╭─ Given records

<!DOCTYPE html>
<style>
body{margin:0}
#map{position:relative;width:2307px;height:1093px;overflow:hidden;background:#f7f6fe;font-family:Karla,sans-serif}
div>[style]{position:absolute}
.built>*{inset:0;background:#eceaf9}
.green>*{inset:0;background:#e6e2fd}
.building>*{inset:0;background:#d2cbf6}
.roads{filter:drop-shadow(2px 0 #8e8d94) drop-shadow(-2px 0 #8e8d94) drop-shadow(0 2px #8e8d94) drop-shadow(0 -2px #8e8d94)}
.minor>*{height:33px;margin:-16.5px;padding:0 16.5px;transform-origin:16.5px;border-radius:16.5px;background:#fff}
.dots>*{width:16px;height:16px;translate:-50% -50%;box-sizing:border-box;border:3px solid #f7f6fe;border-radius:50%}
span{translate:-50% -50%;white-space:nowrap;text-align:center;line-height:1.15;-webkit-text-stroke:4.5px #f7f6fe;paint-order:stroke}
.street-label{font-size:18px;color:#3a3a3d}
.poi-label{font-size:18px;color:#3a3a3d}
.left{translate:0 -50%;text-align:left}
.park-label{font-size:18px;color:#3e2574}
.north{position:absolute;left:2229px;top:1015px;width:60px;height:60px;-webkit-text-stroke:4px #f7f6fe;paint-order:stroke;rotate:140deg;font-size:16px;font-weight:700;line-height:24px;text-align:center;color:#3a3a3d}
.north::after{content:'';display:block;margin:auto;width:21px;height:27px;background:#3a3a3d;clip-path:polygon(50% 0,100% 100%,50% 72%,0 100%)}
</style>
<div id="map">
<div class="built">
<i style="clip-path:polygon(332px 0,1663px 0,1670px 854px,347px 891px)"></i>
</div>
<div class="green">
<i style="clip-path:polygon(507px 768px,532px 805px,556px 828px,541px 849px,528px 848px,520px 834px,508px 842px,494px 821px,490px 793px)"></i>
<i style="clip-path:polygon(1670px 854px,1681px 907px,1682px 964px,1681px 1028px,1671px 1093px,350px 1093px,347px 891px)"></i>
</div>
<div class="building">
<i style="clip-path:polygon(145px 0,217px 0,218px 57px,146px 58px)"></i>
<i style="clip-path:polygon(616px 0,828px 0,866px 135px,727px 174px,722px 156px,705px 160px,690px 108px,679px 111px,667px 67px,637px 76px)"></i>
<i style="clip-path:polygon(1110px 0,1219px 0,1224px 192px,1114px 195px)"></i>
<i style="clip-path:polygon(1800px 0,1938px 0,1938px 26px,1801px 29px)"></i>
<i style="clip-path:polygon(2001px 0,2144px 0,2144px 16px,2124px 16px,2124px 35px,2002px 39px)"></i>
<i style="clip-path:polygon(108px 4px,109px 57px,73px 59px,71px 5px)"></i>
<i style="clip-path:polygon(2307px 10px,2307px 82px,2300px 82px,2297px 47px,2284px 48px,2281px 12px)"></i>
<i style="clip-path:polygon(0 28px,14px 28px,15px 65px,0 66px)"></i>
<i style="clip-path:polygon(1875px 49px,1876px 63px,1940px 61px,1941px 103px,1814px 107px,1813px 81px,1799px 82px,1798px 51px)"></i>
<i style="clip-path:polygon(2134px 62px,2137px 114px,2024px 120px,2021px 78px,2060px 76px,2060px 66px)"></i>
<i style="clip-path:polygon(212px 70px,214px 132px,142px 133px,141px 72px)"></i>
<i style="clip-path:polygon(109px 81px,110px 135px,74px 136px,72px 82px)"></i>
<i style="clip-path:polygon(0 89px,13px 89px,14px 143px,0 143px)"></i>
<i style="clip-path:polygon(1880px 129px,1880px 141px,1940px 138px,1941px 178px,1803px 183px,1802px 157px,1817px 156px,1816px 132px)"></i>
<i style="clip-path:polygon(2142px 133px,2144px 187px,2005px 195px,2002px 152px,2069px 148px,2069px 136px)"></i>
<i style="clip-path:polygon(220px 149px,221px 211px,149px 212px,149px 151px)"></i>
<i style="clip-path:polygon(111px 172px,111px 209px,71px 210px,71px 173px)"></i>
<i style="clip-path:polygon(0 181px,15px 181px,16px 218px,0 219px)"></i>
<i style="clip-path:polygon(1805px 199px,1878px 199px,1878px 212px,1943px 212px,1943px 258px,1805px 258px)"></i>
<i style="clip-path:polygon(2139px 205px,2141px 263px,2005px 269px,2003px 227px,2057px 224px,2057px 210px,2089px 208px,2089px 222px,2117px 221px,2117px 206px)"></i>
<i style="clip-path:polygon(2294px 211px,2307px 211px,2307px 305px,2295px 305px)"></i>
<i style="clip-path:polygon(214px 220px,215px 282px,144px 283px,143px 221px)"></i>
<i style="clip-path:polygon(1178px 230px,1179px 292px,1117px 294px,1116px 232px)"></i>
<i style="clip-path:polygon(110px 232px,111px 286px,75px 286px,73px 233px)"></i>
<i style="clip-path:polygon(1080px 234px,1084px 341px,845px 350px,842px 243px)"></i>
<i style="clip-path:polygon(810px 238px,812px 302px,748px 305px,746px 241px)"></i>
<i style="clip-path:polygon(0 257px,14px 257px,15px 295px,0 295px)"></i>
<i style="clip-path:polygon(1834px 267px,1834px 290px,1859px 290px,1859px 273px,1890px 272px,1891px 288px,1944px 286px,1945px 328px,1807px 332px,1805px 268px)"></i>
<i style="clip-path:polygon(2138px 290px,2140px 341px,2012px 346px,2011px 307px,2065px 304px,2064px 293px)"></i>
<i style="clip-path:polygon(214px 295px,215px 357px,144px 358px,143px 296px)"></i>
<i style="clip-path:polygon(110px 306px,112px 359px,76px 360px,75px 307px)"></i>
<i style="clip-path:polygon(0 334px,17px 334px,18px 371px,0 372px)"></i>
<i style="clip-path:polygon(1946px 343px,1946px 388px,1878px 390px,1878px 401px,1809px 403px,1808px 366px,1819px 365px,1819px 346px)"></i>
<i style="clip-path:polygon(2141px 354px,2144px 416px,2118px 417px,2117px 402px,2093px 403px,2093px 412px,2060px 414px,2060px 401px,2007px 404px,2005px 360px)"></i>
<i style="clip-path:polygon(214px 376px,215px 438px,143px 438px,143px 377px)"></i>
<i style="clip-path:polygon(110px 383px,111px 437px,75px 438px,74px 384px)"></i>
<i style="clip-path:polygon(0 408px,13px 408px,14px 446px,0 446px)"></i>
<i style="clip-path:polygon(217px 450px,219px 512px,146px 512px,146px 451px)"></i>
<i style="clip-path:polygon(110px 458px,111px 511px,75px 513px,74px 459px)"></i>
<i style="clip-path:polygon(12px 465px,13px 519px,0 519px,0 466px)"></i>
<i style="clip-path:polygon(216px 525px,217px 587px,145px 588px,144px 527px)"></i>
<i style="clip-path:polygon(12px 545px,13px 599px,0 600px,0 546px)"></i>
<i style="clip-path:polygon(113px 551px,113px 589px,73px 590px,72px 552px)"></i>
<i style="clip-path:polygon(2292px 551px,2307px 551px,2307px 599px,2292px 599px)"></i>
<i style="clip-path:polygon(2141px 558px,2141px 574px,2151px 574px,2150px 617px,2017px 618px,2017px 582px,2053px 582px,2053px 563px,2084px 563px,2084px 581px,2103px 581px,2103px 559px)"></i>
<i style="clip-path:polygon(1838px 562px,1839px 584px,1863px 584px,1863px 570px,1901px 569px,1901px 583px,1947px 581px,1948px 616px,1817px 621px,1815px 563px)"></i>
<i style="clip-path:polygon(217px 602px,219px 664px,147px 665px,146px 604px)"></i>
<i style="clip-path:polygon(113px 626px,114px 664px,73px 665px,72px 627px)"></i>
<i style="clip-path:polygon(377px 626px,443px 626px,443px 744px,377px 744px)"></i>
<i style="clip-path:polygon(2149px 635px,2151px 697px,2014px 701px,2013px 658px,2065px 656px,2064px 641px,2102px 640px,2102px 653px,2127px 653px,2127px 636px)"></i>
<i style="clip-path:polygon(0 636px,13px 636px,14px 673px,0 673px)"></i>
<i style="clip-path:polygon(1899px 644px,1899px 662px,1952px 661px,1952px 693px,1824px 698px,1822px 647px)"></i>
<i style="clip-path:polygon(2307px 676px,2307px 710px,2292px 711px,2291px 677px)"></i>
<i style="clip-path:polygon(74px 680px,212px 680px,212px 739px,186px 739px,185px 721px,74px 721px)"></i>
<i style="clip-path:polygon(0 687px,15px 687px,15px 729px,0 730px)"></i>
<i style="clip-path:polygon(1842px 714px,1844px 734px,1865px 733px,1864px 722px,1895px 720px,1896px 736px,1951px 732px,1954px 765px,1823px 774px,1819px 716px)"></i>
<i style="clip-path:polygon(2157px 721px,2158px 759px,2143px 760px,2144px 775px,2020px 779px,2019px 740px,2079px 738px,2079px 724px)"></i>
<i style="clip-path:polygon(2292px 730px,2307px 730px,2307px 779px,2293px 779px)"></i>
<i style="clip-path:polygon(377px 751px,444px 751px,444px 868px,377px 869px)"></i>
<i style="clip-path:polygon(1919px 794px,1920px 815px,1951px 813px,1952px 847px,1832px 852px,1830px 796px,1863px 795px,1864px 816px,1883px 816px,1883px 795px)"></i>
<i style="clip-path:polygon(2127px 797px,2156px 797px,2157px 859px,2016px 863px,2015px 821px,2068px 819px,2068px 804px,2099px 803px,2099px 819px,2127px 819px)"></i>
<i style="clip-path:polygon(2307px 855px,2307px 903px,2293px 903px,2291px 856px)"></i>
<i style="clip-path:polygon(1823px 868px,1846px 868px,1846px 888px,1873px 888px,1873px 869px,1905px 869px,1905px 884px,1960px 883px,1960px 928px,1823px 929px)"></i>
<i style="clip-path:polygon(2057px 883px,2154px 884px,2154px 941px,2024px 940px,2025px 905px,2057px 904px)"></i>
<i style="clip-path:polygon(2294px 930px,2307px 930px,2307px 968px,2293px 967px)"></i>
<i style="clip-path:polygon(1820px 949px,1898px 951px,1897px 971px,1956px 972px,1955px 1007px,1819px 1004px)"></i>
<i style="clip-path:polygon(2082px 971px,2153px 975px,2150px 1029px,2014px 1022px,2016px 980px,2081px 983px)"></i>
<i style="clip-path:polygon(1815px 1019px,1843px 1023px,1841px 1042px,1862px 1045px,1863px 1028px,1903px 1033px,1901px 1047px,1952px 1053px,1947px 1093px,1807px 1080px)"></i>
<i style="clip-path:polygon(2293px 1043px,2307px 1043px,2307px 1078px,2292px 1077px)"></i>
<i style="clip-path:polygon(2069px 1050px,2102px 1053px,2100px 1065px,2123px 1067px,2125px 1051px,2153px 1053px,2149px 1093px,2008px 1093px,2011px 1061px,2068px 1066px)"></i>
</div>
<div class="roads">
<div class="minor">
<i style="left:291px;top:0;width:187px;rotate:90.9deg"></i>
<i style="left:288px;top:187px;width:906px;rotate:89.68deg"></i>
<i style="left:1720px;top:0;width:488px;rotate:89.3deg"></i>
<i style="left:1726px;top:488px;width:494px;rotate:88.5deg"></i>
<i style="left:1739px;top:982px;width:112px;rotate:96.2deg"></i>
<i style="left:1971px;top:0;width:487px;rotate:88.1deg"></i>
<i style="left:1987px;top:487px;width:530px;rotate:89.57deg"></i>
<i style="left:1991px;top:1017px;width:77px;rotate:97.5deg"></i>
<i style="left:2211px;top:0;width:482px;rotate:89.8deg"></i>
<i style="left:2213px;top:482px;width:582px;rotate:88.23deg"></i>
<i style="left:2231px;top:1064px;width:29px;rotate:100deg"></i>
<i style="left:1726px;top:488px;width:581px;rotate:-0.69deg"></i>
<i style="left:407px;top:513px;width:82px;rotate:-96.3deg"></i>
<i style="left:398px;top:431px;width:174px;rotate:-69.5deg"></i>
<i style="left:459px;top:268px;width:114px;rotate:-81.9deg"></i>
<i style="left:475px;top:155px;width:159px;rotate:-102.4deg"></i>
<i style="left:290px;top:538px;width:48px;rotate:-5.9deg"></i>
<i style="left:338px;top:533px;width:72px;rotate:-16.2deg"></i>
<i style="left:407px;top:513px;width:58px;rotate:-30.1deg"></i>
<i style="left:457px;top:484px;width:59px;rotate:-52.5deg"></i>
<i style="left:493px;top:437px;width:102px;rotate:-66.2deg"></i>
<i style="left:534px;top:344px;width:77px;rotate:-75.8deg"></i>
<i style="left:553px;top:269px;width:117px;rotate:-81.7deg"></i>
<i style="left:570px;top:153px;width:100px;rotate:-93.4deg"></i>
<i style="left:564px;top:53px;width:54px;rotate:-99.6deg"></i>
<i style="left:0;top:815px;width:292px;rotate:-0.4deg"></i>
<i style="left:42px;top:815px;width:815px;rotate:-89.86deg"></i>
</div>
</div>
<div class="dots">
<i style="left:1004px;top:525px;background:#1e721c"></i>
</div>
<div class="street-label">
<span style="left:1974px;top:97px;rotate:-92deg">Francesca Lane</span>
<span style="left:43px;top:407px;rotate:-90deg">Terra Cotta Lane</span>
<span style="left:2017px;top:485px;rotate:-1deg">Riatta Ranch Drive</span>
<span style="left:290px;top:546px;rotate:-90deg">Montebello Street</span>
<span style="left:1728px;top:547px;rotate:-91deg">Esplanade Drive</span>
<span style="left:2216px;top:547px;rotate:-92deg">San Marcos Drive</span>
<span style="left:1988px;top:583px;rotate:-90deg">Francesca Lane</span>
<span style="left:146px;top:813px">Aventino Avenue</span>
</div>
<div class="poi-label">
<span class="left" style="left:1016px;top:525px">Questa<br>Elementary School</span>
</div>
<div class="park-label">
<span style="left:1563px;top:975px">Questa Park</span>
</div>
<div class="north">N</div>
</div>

╰─

Starting at the first line of the records above, please copy each line exactly until you reach the line containing "0 #8e8d94) drop-shadow(-2px". Include that line and stop there.

**Answer area**
<!DOCTYPE html>
<style>
body{margin:0}
#map{position:relative;width:2307px;height:1093px;overflow:hidden;background:#f7f6fe;font-family:Karla,sans-serif}
div>[style]{position:absolute}
.built>*{inset:0;background:#eceaf9}
.green>*{inset:0;background:#e6e2fd}
.building>*{inset:0;background:#d2cbf6}
.roads{filter:drop-shadow(2px 0 #8e8d94) drop-shadow(-2px 0 #8e8d94) drop-shadow(0 2px #8e8d94) drop-shadow(0 -2px #8e8d94)}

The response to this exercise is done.